WHAT THIS TASK INVOLVES: Could you print, exactly as they stand, the lines from the one holding "Map reading. Build" to the end of the data below, and nothing more?

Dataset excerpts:

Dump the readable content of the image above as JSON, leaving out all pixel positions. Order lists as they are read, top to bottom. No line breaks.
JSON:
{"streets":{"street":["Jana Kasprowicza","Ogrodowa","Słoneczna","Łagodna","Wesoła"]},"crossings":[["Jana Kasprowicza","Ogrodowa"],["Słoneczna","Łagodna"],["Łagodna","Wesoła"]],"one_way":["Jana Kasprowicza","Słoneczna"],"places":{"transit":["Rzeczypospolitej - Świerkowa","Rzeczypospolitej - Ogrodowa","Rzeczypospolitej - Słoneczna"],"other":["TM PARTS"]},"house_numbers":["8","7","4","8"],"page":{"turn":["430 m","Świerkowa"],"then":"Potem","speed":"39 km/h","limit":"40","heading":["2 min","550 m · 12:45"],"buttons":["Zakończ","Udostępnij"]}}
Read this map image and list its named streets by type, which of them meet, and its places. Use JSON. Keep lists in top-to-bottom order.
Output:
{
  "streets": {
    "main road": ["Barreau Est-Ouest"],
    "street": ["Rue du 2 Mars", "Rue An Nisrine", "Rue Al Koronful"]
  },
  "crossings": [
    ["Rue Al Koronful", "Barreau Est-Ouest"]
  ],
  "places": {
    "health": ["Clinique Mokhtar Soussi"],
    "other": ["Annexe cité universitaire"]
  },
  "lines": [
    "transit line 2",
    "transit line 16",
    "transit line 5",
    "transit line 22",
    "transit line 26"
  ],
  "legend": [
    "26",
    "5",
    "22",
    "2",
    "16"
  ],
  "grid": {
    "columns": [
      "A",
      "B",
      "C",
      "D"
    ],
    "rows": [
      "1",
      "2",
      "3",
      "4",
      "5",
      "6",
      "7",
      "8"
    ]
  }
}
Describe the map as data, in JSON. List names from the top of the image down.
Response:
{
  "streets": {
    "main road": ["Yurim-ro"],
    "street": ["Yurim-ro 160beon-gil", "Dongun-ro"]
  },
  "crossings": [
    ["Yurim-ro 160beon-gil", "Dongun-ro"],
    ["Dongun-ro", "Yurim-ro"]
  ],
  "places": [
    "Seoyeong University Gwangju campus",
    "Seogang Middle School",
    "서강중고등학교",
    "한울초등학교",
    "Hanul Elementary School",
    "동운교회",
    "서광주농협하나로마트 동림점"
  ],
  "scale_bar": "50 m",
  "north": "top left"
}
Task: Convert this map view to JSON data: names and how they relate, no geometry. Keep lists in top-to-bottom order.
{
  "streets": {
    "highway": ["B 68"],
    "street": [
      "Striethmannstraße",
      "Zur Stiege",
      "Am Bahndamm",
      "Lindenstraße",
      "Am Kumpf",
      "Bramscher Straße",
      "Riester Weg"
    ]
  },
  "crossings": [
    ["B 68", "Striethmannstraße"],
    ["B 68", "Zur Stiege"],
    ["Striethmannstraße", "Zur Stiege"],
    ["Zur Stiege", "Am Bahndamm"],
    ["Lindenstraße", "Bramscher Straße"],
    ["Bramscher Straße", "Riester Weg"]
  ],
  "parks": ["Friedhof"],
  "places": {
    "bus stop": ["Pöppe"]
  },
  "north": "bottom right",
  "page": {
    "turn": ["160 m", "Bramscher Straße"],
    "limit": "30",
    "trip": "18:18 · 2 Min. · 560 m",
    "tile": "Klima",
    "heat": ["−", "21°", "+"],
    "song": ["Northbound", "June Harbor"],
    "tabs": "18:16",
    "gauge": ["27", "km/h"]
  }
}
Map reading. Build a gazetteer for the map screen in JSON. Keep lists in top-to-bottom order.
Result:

ANSWER TO THIS PROBLEM:
Map reading. Build a gazetteer for the map screen in JSON. Keep lists in top-to-bottom order.
Result:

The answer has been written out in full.